The problem: Copy every record below exactly, leaving out any pictures.

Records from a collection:
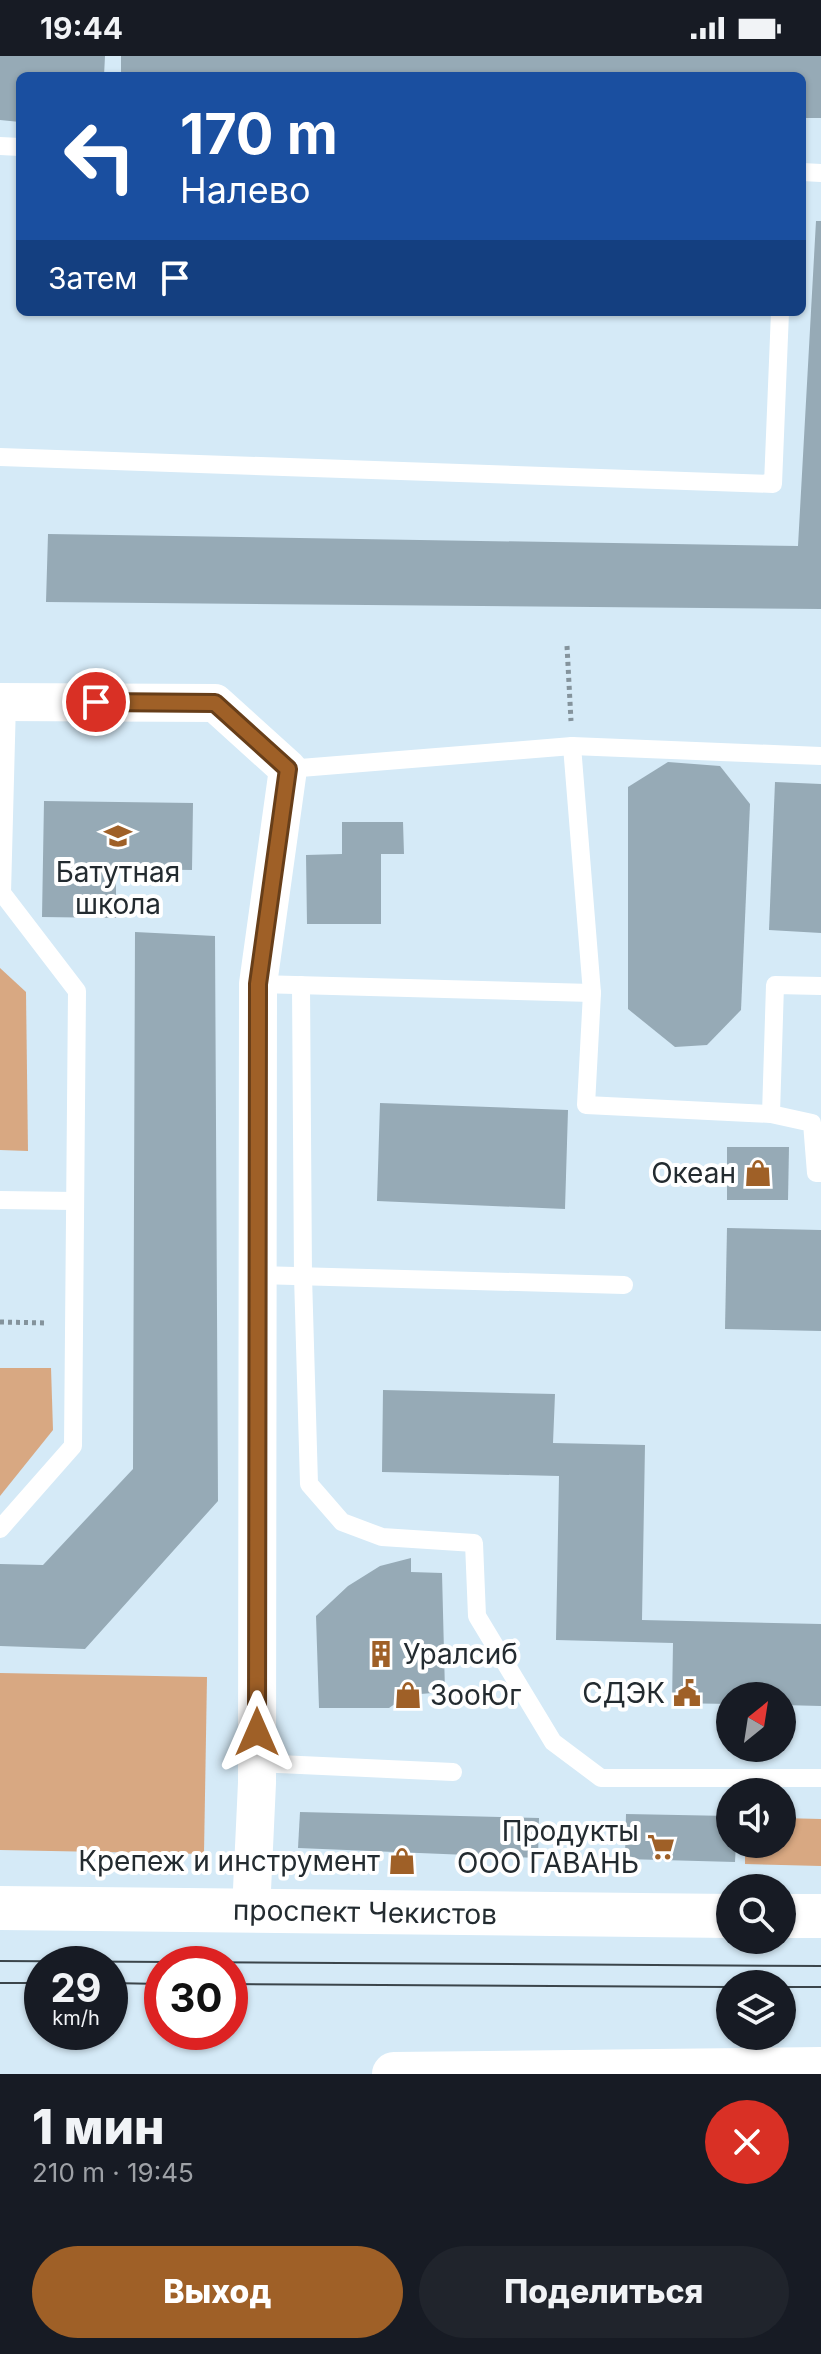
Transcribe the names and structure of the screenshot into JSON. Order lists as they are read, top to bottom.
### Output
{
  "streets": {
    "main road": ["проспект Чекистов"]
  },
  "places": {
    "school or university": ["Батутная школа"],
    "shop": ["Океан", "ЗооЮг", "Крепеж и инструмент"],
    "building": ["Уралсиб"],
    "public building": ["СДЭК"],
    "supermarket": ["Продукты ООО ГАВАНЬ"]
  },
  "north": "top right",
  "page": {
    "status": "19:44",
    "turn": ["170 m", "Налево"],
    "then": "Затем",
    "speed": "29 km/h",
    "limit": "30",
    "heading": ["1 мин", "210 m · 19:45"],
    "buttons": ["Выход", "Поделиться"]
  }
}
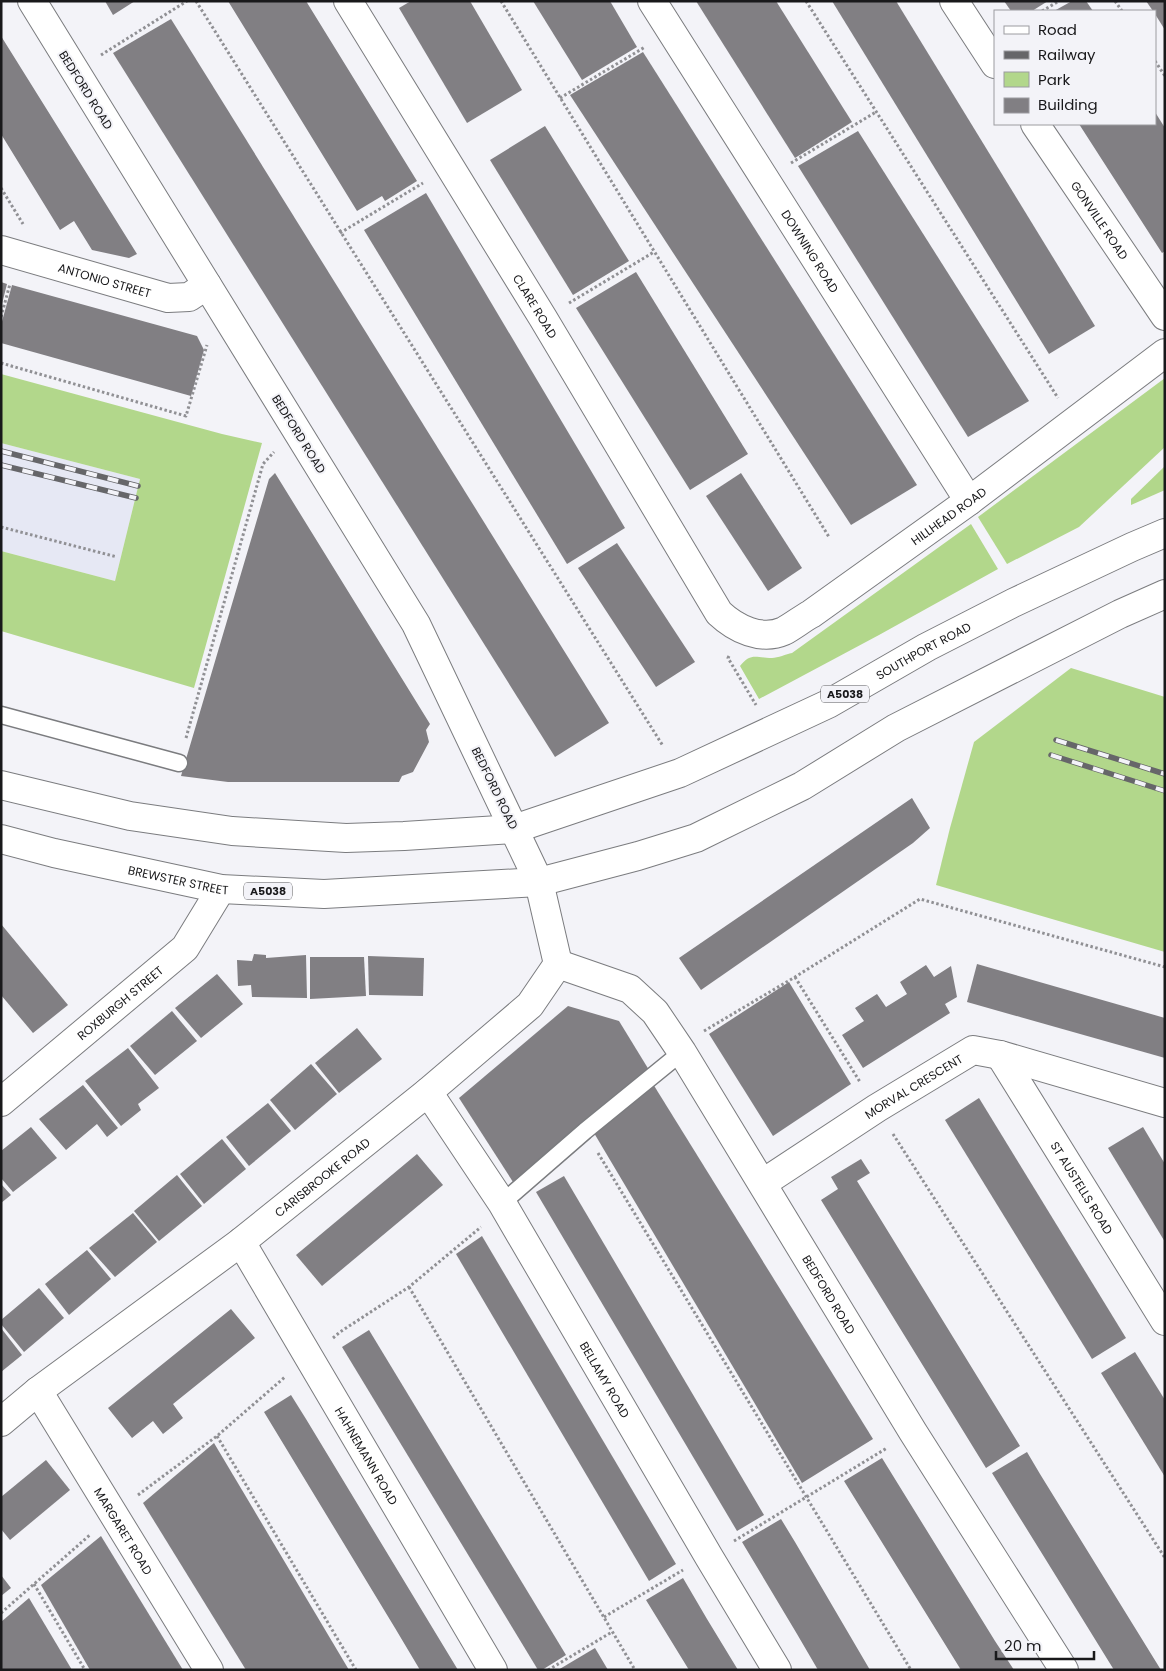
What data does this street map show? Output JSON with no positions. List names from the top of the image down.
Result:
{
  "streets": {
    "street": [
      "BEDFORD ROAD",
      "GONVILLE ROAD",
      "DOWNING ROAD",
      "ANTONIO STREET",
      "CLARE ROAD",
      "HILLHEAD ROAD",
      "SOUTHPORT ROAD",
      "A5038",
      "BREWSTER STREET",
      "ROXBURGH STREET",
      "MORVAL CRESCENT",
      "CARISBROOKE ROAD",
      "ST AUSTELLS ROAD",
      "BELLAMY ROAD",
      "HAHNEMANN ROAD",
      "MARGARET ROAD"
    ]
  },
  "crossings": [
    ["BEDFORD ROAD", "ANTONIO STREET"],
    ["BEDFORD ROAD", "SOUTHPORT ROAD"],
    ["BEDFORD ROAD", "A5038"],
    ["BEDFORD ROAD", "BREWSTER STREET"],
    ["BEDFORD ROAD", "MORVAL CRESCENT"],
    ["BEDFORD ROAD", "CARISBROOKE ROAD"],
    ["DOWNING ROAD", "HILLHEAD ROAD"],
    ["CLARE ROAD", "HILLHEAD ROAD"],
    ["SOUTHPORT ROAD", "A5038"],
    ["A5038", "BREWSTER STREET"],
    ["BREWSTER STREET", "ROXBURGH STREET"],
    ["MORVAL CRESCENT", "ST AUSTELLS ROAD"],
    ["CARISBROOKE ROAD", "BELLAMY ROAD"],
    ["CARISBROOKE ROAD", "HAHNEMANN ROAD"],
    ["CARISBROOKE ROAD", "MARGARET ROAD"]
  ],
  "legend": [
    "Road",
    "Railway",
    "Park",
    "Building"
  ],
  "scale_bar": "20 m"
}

Your response:
Transcribe the names and structure of the screenshot into JSON. Order lists as they are read, top to bottom.
### Output
{
  "streets": {
    "main road": ["проспект Чекистов"]
  },
  "places": {
    "school or university": ["Батутная школа"],
    "shop": ["Океан", "ЗооЮг", "Крепеж и инструмент"],
    "building": ["Уралсиб"],
    "public building": ["СДЭК"],
    "supermarket": ["Продукты ООО ГАВАНЬ"]
  },
  "north": "top right",
  "page": {
    "status": "19:44",
    "turn": ["170 m", "Налево"],
    "then": "Затем",
    "speed": "29 km/h",
    "limit": "30",
    "heading": ["1 мин", "210 m · 19:45"],
    "buttons": ["Выход", "Поделиться"]
  }
}
What data does this street map show? Output JSON with no positions. List names from the top of the image down.
Result:
{
  "streets": {
    "street": [
      "BEDFORD ROAD",
      "GONVILLE ROAD",
      "DOWNING ROAD",
      "ANTONIO STREET",
      "CLARE ROAD",
      "HILLHEAD ROAD",
      "SOUTHPORT ROAD",
      "A5038",
      "BREWSTER STREET",
      "ROXBURGH STREET",
      "MORVAL CRESCENT",
      "CARISBROOKE ROAD",
      "ST AUSTELLS ROAD",
      "BELLAMY ROAD",
      "HAHNEMANN ROAD",
      "MARGARET ROAD"
    ]
  },
  "crossings": [
    ["BEDFORD ROAD", "ANTONIO STREET"],
    ["BEDFORD ROAD", "SOUTHPORT ROAD"],
    ["BEDFORD ROAD", "A5038"],
    ["BEDFORD ROAD", "BREWSTER STREET"],
    ["BEDFORD ROAD", "MORVAL CRESCENT"],
    ["BEDFORD ROAD", "CARISBROOKE ROAD"],
    ["DOWNING ROAD", "HILLHEAD ROAD"],
    ["CLARE ROAD", "HILLHEAD ROAD"],
    ["SOUTHPORT ROAD", "A5038"],
    ["A5038", "BREWSTER STREET"],
    ["BREWSTER STREET", "ROXBURGH STREET"],
    ["MORVAL CRESCENT", "ST AUSTELLS ROAD"],
    ["CARISBROOKE ROAD", "BELLAMY ROAD"],
    ["CARISBROOKE ROAD", "HAHNEMANN ROAD"],
    ["CARISBROOKE ROAD", "MARGARET ROAD"]
  ],
  "legend": [
    "Road",
    "Railway",
    "Park",
    "Building"
  ],
  "scale_bar": "20 m"
}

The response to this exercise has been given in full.